Background: Relapse of depression is common and contributes to the overall associated morbidity and burden. We lack evidence-based tools to estimate an individual's risk of relapse after treatment in primary care, which may help us more effectively target relapse prevention.

Objective: The objective was to develop and validate a prognostic model to predict risk of relapse of depression in primary care.

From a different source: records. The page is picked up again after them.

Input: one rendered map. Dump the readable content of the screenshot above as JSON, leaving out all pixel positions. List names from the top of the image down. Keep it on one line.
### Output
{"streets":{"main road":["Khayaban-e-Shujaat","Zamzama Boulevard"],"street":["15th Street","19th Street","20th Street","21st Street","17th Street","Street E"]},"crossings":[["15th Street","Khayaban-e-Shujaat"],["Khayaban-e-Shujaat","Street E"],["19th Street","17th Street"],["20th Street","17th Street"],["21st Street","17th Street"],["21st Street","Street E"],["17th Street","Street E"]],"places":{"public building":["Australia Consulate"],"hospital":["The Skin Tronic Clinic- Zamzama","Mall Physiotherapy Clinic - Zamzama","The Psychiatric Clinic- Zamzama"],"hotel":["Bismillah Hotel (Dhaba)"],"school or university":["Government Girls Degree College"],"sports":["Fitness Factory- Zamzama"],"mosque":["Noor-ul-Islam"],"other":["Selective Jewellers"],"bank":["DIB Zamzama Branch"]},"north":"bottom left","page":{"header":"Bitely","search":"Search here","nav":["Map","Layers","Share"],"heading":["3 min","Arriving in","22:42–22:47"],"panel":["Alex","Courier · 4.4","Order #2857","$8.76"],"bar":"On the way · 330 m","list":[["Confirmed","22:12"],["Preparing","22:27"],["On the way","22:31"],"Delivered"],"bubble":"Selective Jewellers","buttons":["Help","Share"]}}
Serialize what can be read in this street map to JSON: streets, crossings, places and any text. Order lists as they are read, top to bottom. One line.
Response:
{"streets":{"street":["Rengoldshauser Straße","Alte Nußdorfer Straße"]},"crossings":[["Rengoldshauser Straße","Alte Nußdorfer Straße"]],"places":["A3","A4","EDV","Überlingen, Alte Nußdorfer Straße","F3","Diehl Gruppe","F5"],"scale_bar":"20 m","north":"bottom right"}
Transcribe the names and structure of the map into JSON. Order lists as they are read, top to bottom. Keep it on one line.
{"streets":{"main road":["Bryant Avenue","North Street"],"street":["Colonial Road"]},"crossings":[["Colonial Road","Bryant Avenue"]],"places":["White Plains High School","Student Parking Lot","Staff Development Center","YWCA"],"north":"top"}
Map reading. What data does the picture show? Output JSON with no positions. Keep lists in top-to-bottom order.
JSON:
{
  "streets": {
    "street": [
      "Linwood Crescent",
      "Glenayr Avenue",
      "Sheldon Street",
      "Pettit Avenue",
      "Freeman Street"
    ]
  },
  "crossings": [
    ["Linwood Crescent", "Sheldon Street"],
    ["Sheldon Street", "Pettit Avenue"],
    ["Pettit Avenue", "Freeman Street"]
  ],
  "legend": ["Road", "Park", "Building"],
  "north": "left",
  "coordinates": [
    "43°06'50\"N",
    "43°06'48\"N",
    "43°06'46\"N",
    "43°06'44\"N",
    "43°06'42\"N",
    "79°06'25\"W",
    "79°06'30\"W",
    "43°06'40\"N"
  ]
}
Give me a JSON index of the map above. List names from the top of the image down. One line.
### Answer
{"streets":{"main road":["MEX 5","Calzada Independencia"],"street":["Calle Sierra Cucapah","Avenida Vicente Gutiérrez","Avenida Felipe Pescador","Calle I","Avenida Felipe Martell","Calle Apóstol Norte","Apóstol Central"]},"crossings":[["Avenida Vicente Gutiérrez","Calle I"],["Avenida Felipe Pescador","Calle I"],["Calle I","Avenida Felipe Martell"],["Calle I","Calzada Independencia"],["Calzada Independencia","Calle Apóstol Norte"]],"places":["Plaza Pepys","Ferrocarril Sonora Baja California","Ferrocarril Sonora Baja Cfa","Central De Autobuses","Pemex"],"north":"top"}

Methods: Multilevel logistic regression models were developed, using individual participant data from seven primary care-based studies (n=1244), to predict relapse of depression. The model was internally validated using bootstrapping, and generalisability was explored using internal-external cross-validation.

Findings: Residual depressive symptoms (OR: 1.13 (95% CI: 1.07 to 1.20), p<0.001) and baseline depression severity (OR: 1.07 (1.04 to 1.11), p<0.001) were associated with relapse. The validated model had low discrimination (C-statistic 0.60 (0.55-0.65)) and miscalibration concerns (calibration slope 0.81 (0.31-1.31)). On secondary analysis, being in a relationship was associated with reduced risk of relapse (OR: 0.43 (0.28-0.67), p<0.001); this remained statistically significant after correction for multiple significance testing.

Conclusions: We could not predict risk of depression relapse with sufficient accuracy in primary care data, using routinely recorded measures. Relationship status warrants further research to explore its role as a prognostic factor for relapse.

Clinical implications: Until we can accurately stratify patients according to risk of relapse, a universal approach to relapse prevention may be most beneficial, either during acute-phase treatment or post remission. Where possible, this could be guided by the presence or absence of known prognostic factors (eg, residual depressive symptoms) and targeted towards these.

Trial registration number: NCT04666662.

开发和验证用于预测初级保健中已缓解抑郁症成人患者复发的预后模型:对多项研究中汇集的个体参与者数据进行二次分析。
背景:抑郁症复发很常见,会增加相关的总体发病率和负担。我们缺乏基于证据的工具来估计个人在初级保健治疗后的复发风险,这可能有助于我们更有效地预防复发:目的:开发并验证一个预后模型,用于预测初级医疗中抑郁症的复发风险:方法:利用七项基于初级保健的研究(n=1244)中的个体参与者数据,建立多层次逻辑回归模型,以预测抑郁症复发。利用引导法对该模型进行了内部验证,并利用内部-外部交叉验证法探讨了该模型的普适性:残余抑郁症状(OR:1.13(95% CI:1.07 至 1.20),p 结论:我们无法预测抑郁症复发的风险:我们无法在初级保健数据中使用常规记录的测量方法足够准确地预测抑郁症复发的风险。关系状况值得进一步研究,以探索其作为复发预后因素的作用:临床意义:在我们能够根据复发风险对患者进行准确分层之前,无论是在急性期治疗还是在缓解后,预防复发的通用方法可能是最有益的。在可能的情况下,可以根据是否存在已知的预后因素(如残留抑郁症状)来指导并针对这些因素进行预防:NCT04666662.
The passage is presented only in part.